Saya lalu berandai-andai, bagaimana jika konsep ini diterapkan di Kota Yogyakarta tercinta ini. Yogyakarta pun saat ini mulai berkembang. Daerah Jalan Kaliurang, saat ini pun sudah sedemikian berkembang. Mulai dari daerah UGM, hingga Kaiurang-nya. Tempat usaha sambung menyambung. Traffic pun tidak bisa dibilang sepi. Daerah Jalan Godean, saat ini pun, sampai ke daerah pasar godean, tempat usaha pun mulai sambung menyambung.

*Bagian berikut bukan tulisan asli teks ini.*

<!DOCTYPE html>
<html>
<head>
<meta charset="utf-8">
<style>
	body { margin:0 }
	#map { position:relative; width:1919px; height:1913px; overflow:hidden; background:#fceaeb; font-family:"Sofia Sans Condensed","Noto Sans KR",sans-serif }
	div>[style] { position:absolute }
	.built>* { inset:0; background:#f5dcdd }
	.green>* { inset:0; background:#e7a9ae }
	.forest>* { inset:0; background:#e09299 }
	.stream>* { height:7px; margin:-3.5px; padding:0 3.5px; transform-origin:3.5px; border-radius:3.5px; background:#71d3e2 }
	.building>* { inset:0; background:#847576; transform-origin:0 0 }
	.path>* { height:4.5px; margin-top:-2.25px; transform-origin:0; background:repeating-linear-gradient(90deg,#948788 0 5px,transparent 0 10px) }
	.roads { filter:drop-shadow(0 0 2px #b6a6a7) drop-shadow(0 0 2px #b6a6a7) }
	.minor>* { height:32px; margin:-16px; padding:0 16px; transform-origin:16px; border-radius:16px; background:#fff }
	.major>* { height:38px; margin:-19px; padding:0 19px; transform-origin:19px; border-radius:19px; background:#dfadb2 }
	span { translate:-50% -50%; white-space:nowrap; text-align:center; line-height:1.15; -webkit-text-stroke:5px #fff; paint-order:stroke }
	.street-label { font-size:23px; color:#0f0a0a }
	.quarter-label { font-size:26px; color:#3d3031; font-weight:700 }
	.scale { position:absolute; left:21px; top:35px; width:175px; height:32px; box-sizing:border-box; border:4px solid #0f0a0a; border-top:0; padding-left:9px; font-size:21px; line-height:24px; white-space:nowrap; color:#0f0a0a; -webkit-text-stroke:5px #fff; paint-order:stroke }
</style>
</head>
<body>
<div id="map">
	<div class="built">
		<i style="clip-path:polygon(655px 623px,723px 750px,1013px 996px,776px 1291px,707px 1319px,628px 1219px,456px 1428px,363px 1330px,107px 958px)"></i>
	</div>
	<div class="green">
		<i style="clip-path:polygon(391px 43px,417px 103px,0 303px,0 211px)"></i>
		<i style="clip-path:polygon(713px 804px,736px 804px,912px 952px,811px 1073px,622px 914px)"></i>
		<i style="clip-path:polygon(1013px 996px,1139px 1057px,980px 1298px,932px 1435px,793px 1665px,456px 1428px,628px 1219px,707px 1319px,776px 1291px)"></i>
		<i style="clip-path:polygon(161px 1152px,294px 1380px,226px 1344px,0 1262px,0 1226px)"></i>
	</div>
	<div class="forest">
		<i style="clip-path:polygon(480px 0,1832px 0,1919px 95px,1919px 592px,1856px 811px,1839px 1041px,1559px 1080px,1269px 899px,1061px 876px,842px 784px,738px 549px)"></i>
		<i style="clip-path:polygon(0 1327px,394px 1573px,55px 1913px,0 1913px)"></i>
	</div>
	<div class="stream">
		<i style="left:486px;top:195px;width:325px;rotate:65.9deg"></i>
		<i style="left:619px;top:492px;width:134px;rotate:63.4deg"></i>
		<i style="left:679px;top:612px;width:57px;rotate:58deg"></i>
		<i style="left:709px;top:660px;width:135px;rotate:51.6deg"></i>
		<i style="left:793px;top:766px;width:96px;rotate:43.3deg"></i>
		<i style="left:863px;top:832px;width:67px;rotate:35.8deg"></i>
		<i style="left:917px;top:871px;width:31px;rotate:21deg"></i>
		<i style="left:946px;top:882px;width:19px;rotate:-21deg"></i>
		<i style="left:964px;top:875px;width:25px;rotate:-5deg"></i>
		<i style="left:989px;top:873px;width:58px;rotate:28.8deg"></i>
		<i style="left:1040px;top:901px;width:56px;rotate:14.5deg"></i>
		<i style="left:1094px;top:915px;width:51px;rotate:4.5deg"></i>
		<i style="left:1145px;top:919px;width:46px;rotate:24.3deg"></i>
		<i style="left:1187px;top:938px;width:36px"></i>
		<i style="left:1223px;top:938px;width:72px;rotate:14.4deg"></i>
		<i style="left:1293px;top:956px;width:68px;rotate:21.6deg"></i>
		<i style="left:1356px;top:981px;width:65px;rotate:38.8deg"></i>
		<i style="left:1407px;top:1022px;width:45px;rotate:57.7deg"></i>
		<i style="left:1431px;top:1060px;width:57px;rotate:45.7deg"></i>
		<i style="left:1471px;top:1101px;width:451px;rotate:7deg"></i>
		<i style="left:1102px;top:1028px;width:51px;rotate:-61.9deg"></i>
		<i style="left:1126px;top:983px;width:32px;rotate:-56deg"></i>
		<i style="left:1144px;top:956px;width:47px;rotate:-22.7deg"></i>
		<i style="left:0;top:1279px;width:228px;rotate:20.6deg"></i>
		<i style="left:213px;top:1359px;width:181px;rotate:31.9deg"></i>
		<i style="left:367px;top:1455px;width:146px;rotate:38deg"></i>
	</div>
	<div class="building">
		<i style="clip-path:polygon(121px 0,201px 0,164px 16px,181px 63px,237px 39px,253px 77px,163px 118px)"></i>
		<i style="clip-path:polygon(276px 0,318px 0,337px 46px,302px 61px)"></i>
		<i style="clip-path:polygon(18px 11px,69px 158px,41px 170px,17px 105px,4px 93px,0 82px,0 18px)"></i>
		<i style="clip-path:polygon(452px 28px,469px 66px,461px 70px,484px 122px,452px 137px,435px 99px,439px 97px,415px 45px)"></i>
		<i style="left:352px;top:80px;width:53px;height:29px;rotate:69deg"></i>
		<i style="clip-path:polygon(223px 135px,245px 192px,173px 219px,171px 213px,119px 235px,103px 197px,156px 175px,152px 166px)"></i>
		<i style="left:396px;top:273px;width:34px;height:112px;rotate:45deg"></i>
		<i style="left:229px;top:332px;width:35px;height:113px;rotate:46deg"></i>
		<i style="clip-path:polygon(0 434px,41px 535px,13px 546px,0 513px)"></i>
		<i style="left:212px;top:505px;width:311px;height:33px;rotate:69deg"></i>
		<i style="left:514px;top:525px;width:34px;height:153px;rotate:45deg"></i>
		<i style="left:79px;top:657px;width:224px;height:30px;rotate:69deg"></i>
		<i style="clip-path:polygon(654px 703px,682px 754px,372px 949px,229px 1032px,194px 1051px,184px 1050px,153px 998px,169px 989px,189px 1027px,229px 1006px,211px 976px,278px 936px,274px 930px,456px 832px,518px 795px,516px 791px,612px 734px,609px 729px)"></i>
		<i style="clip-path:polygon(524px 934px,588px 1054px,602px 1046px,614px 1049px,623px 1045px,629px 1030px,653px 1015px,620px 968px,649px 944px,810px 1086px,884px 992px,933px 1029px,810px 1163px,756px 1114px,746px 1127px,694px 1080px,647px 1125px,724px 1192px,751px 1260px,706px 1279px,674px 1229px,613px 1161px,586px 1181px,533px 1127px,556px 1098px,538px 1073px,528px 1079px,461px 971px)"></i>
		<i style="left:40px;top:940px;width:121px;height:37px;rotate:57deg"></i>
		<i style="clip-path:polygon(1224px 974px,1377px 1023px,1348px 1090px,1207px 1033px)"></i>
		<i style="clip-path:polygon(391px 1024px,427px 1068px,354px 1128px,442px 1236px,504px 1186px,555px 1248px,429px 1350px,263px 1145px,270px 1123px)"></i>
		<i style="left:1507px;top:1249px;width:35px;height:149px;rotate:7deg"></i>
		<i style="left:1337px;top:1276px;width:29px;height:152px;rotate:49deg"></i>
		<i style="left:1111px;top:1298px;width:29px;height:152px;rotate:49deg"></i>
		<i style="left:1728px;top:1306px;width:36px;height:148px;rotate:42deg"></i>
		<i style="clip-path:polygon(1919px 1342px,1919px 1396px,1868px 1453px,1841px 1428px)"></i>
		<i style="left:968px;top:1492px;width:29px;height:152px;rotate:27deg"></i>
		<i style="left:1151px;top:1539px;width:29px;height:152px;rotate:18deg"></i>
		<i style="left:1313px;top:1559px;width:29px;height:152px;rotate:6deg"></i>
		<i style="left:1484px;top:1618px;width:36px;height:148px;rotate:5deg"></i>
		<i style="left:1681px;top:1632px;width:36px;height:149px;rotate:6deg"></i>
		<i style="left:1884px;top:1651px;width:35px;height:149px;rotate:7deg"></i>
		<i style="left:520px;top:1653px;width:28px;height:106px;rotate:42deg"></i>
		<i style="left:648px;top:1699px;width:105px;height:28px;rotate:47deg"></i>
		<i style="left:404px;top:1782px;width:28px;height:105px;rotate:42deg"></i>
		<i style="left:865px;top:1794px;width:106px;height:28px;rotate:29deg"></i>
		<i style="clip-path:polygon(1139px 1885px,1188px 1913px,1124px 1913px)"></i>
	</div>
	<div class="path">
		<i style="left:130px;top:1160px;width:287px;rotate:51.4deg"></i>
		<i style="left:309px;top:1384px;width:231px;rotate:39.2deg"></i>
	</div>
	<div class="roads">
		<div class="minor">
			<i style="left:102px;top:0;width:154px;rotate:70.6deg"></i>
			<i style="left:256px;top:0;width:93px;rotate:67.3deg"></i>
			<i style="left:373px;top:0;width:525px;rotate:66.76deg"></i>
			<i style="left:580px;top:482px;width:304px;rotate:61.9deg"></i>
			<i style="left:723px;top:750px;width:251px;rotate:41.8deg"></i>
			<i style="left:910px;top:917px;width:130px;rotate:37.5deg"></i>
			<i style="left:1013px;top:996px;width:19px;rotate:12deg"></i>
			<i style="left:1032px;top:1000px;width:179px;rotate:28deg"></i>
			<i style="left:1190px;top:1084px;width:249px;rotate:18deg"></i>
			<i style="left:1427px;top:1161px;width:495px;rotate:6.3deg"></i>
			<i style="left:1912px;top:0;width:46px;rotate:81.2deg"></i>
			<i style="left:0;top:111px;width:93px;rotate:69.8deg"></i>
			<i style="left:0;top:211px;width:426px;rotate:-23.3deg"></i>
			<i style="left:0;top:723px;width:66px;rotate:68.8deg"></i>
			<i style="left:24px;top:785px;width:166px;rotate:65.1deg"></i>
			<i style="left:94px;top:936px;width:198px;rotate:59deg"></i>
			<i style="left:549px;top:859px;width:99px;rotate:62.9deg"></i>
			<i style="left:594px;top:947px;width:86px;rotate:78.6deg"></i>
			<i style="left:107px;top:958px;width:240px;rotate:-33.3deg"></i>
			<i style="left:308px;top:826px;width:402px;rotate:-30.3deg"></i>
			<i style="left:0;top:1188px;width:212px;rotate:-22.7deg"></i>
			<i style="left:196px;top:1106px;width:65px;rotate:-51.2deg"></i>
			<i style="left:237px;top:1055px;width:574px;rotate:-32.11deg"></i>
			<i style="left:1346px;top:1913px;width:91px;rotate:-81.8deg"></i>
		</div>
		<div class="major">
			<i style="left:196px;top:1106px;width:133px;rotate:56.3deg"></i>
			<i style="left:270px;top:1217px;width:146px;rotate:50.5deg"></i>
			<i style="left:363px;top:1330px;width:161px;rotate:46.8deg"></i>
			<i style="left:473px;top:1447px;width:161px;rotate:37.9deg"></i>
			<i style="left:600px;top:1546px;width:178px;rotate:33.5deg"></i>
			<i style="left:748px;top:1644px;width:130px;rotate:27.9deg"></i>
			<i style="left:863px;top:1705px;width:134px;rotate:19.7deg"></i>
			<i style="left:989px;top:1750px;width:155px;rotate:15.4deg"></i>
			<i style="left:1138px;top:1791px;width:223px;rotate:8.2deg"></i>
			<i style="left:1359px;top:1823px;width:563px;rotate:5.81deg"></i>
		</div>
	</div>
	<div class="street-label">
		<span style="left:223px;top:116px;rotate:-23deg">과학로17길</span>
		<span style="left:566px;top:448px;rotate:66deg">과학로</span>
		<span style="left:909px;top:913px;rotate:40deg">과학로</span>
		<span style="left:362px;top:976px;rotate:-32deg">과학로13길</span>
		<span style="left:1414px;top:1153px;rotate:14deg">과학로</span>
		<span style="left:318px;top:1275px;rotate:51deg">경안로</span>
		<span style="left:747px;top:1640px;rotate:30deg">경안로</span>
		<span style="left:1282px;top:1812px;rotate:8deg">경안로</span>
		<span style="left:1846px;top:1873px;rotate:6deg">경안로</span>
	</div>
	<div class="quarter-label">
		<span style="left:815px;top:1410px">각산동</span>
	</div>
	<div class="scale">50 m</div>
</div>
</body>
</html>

Kompleks Perumahan yang dibarengi dengan pusat perbelanjaan -Mall misalnya- tampak mulai diawali. Mall-nya makro, saya kurang begitu ingat wilayahnya, yang jelas ada di ujung timur dari ring-road utara. Saya sendiri belum pernah kesana, jadi tidak bisa melakukan “sight-learning”.
Jika kembali mengamati dari BSD, dan di analogikan dengan berdirinya Makro di jogja, ternyata yang jadi hal terpenting terwujudnya sebuah kota mandiri (saya sendiri iseng menyebutnya ‘kota swasta’ š ) ialah akses yang lancar dan mudah. Sehingga jarak yang jauh dapat terjangkau dalam waktu singkat. Bahkan pada BSD sendiri, mereka (pendiri BSD) bersedia “menarik” jalan tol sehingga penghuni kota mandiri dapat langsung masuk ke tol tanpa keluar dari “kota-nya” dan langsung menuju ke tujuannya, Jakarta.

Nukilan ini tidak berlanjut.